Sunset Boulevard (1950)
Van’s home décor reveals that she clearly has a lot of love for Billy Wilder’s Hollywood noir classic, and it might not be a coincidence in terms of the whole Yellowjackets story. Like the series, Sunset Boulevard opens with a body, then backtracks to explain how that body got there, and who killed him. We don’t yet have all the answers for Yellowjackets’ haunting opening scene in the snow, but we’re on our way, and Norma Desmond’s break with reality in Wilder’s film might prove even more relevant one day soon.
The Godfather Part II (1974)
Van clearly has a lot of love for the Godfather films, but for our purposes, Part II is probably the most relevant. Like Yellowjackets, it’s a story told in the past and in the present, and might just be the best two-time period film in cinema history. Also like Yellowjackets, it’s the story of how far people will go to protect those closest to them, and how that creates legacies of violence and sin. Lookin’ at you, Shauna and Jeff.
This isn’t Scream’s first appearance in Yellowjackets, as Shauna saw that Jackie had written about it in her diary during that awkward visit to Jackie’s Mom back in season one. Is it a coincidence that it also shows up in Van’s video store? Maybe, but whether it really ties into Yellowjackets or not, Wes Craven’s meta-slasher remains an essential piece of ’90s horror, and one of the best teen genre films ever.
Friday the 13th (1980)
Speaking of essential horror, there’s the legendary first entry in the Friday the 13th franchise. The easiest connection to make here is that it’s also the story of young people fighting for survival in the woods while someone wants them dead, but there’s also something else worth probing here.

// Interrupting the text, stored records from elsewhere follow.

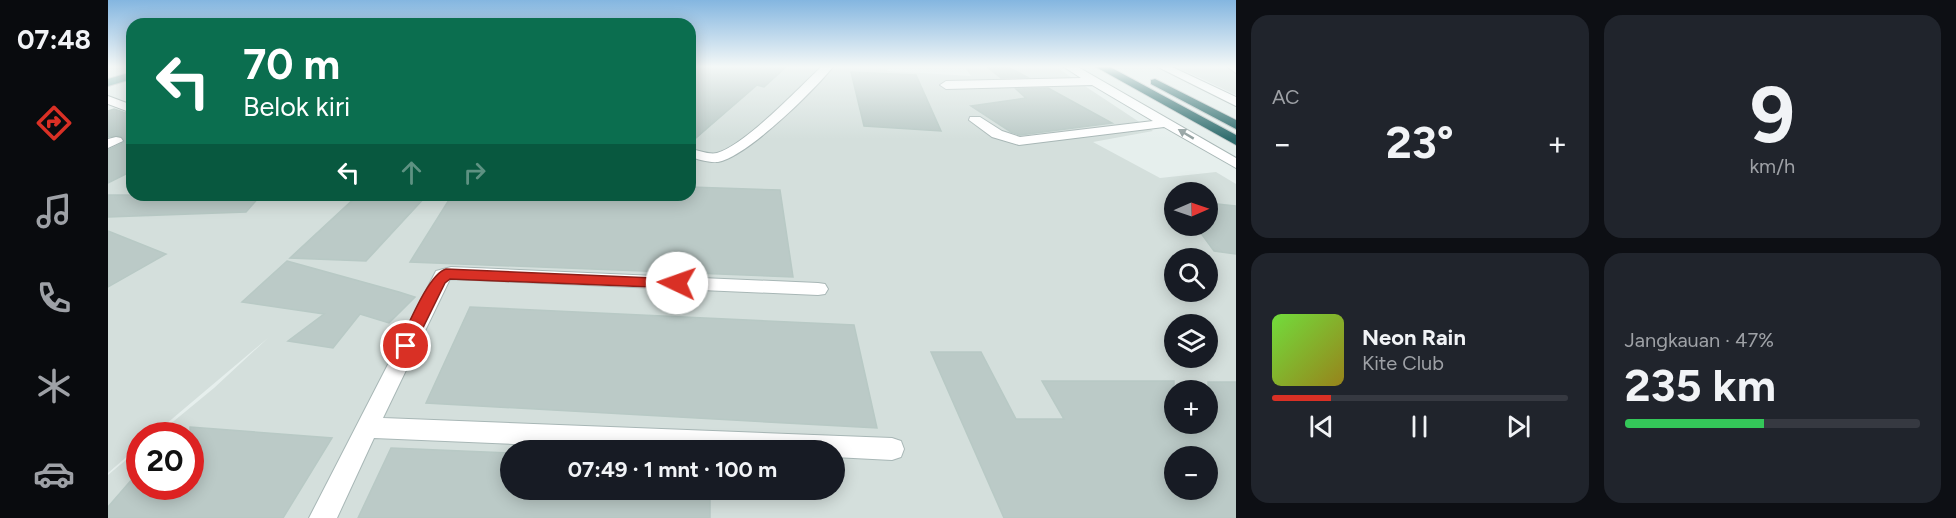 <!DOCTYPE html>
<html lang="id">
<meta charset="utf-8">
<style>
:root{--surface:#171b24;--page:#20242c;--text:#f1f3f6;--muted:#9ea1a6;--line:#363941;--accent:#d93025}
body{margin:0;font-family:Figtree,sans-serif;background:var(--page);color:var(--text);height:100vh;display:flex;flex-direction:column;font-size:22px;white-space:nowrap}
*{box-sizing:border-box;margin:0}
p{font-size:20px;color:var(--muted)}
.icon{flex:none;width:33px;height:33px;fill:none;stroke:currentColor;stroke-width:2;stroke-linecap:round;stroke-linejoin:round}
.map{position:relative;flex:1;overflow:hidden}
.drawer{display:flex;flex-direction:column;gap:15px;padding:15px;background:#0d0f14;width:720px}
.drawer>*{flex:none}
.guide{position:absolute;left:18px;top:18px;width:570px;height:183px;border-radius:18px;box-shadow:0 3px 15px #0003;background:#0b6e4f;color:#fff;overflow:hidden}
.needle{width:39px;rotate:88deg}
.buttons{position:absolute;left:1056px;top:182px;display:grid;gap:12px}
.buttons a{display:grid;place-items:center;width:54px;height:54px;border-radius:50%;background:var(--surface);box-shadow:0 3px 15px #0003;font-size:30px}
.speed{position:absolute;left:18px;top:422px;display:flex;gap:12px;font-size:30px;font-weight:700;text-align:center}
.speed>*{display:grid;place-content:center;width:78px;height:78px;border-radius:50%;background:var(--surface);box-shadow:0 3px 15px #0003;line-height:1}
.speed .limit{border:9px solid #d22;background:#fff;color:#111}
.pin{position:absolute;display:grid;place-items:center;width:51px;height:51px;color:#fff;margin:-26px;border:3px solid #fff;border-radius:50%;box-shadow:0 2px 6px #0007}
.me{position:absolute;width:66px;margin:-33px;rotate:273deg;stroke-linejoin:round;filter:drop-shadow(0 0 4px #0008)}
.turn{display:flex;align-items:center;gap:21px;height:126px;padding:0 18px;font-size:27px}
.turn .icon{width:78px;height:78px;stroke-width:2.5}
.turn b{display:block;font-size:42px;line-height:51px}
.lanes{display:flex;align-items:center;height:57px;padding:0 18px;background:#0003;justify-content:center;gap:30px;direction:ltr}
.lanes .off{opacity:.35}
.big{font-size:45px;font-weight:700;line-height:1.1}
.drawer .card{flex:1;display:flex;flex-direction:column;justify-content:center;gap:9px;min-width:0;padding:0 21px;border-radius:18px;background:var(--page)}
.drawer .dial{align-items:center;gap:0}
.dial b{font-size:78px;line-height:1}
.song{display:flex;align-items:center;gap:18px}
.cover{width:72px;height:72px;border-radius:9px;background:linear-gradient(135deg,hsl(100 70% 55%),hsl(50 70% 35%))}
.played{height:6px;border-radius:3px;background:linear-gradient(90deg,var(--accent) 20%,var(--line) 20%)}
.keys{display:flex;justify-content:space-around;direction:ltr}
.heat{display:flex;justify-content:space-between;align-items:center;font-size:33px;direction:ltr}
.charge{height:9px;border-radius:4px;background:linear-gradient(90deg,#34c759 47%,var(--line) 0)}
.drawer .tiles{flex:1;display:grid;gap:15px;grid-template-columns:repeat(2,1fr)}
.trip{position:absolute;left:392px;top:440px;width:345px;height:60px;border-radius:30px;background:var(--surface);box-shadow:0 3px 15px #0003;font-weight:700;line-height:60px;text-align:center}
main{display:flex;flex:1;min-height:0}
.tab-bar{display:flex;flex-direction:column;width:108px;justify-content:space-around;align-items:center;background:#090b0e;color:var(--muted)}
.tab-bar .icon{width:42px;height:42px}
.tab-bar .selected{color:var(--accent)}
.tab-bar b{font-size:27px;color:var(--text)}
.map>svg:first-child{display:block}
.built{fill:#d4dfdc;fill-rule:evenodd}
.building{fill:#bbcac7;stroke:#b8c9c5;stroke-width:1.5;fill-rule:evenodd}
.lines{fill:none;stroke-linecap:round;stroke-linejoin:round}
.minor-casing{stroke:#a8b7b6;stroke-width:2}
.major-casing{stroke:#c2caca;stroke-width:2}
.highway-casing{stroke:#c2caca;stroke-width:2}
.minor{fill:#fff;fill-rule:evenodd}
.major{fill:#6ba4a1;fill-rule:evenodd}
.highway{fill:#306d6e;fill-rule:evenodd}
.oneway{fill:#92a0a0}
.route{fill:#d93025;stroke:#8d1f18;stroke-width:1.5}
</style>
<main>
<nav class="tab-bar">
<b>07:48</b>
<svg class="icon selected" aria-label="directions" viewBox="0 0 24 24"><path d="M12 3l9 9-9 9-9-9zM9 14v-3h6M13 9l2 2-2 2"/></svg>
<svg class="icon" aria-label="music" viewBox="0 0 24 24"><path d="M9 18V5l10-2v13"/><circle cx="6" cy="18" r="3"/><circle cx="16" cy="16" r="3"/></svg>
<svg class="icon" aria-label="phone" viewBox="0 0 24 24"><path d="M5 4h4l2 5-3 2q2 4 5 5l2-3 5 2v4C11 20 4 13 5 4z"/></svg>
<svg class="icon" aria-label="climate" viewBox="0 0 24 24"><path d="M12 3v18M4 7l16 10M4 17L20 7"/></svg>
<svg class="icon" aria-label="car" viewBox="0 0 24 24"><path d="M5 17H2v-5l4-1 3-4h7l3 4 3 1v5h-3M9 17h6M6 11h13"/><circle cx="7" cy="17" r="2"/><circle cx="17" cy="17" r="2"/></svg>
</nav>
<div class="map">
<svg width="1128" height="518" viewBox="0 0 1128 518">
<rect width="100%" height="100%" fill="#e6efed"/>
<!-- built -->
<g class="built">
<path d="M582,67H775L780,71L863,76L857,67H948L1045,131L985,142L1052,178L1108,172L1128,184V518H0V475L31,449L32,486H82V435H49L106,388L160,338L45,435H32L31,446L0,473V181L24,151V195H582ZM1066,192H1100V225H1066ZM1066,258H1100V291H1066ZM1066,324H1100V357H1066ZM1066,390H1100V423H1066ZM402,450H726V489H402ZM1066,456H1100V489H1066Z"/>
<polygon points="1067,67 1128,67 1128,95 1090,77"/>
</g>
<!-- building -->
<g class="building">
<polygon points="582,67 678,67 656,87 649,85 582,143"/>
<polygon points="879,67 900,67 919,77 893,78"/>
<polygon points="743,72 808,75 833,131 756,126"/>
<polygon points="940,88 1004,123 912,135 903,132 863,106 918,98 908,89"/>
<polygon points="6,109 24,115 24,171 0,183 0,150 17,142 13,136 0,137 0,111"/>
<polygon points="582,187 672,190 685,277 302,262 344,195 582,195"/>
<polygon points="0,195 50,195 48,198 153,195 138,212 0,217"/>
<polygon points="250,195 319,195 258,261 182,258"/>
<polygon points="1100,203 1128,206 1128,254 1106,251 1087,225 1100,225"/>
<polygon points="0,231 58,254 0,287"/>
<polygon points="179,261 291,292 307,297 281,323 252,314 225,348 180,341 216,314 134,302"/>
<polygon points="362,307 746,325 769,428 318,403"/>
<path d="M823,352H873L908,419H956L934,381H1066V423H1100V382H1128V518H896ZM1066,456H1100V489H1066Z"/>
<polygon points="82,427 224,438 175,518 0,518 0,507 32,470 32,486 82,486"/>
<polygon points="283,448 402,453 402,489 602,489 602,518 250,518"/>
</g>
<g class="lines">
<defs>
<g id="minor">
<path d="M713,67H725C704,92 640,156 610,162C601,163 590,159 582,157V149C590,150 601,155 609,153C636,146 692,87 713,67Z"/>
<polygon points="956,67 970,67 1128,158 1128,168 1056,127 911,145 884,137 861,120 862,117 872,117 894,131 912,137 1045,121 984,85 838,89 832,85 838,81 973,78"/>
<polygon points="1050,67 1064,67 1128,97 1128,106"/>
<polygon points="1120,67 1128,67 1128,73"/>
<polygon points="0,96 24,105 24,113 0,104"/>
<polygon points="8,137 13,138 15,141 0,148 0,139"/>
<polygon points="343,267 710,283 717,284 720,289 717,294 710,295 342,279 275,418 784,438 793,441 796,449 793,457 784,460 726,457 726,450 546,450 266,438 229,518 201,518 326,275 328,271"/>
</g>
<polygon id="major" points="24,72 24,79 0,86 0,79"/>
<g id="highway">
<polygon points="988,67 1002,67 1128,135 1128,145"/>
<polygon points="1047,79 1128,120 1128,129 1043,84 1043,80"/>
</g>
</defs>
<!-- minor casing -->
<use href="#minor" class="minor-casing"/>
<!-- major casing -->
<use href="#major" class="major-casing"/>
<!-- highway casing -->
<use href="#highway" class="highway-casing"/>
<!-- minor -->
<use href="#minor" class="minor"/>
<!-- major -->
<use href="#major" class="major"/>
<!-- highway -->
<use href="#highway" class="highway"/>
</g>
<!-- one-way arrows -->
<defs><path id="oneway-solid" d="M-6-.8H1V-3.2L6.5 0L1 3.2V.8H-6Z" transform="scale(1.5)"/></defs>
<use class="oneway" href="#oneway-solid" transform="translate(1078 134) rotate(-149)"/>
<!-- sky -->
<linearGradient id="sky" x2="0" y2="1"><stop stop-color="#84b6e0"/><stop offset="0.48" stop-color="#f4f8f7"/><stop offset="1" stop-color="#f4f8f7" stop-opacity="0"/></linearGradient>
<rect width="1128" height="139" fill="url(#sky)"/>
<!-- route -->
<path class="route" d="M338,269L569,279L576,283L569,288L342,279L337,283L304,350H292L290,346C299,329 320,274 338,269Z"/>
</svg>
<div class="buttons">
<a><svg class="needle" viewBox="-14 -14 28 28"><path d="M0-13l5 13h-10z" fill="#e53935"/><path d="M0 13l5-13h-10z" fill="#9ea1a6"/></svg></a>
<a><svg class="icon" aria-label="search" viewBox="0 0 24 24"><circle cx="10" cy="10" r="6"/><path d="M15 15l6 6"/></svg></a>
<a><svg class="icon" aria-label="layers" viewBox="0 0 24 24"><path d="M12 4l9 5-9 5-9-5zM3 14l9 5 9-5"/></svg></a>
<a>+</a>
<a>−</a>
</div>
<div class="speed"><div class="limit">20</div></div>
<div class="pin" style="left:298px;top:346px;background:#d93025"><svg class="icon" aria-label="arrive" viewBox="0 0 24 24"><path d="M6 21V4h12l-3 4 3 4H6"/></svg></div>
<svg class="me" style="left:569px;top:283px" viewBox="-20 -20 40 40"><circle r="19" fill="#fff"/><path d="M0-13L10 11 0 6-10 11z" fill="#d93025"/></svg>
<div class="trip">07:49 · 1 mnt · 100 m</div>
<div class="guide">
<div class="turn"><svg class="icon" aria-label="left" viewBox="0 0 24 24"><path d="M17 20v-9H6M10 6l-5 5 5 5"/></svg><div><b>70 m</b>Belok kiri</div></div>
<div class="lanes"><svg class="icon" aria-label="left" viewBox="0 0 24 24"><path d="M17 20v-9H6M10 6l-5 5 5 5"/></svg><svg class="icon off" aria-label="ahead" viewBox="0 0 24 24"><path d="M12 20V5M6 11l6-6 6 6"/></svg><svg class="icon off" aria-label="right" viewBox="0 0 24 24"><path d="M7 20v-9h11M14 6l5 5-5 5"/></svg></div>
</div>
</div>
<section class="drawer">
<div class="tiles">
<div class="card"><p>AC</p>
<div class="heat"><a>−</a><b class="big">23°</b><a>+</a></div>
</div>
<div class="card dial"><b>9</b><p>km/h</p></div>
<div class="card">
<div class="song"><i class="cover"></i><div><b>Neon Rain</b><p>Kite Club</p></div></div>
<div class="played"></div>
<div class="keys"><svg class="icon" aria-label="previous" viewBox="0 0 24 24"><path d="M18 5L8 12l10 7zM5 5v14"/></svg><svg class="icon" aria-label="pause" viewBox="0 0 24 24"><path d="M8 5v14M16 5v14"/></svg><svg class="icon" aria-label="next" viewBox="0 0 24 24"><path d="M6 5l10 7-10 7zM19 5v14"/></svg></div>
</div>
<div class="card"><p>Jangkauan · 47%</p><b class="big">235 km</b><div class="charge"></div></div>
</div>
</section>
</main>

Friday the 13th is, at its core, the story of fallout from a lost child, as well as the story of the kind of magical thinking that turns that child into a boogeyman by the end of the film. What does it mean? Maybe nothing, but we’re definitely intrigued.
Terms of Endearment (1983)
One thing we learn about Van over the course of this episode is that she had a complicated relationship with her mother, who eventually died of cancer in her care, leaving a store of drugs behind. How much that informs Van’s future actions on the show remains to be seen, but having Terms of Endearment, one of the ultimate Complicated Mother-Daughter Feelings movies, on the wall in her home is definitely … something.
Sam Raimi’s wild ode to pulp vigilantes and monster movies features a main character who, like Van, has to wear a series of bandages after a traumatic event. That same main character also emerges with a dark alter ego who’s much more violent and unstable than he was in his regular life. Does that sound like a certain state senator-elect who also happens to be Van’s ex-girlfriend?
There’s no serious thematic connection here that we’re aware of, but putting a poster for an air-disaster spoof in the background of a show that’s kickstarted by a brutal plane crash is exactly the kind of blackly comic fun we’ve come to expect from Yellowjackets. Respect.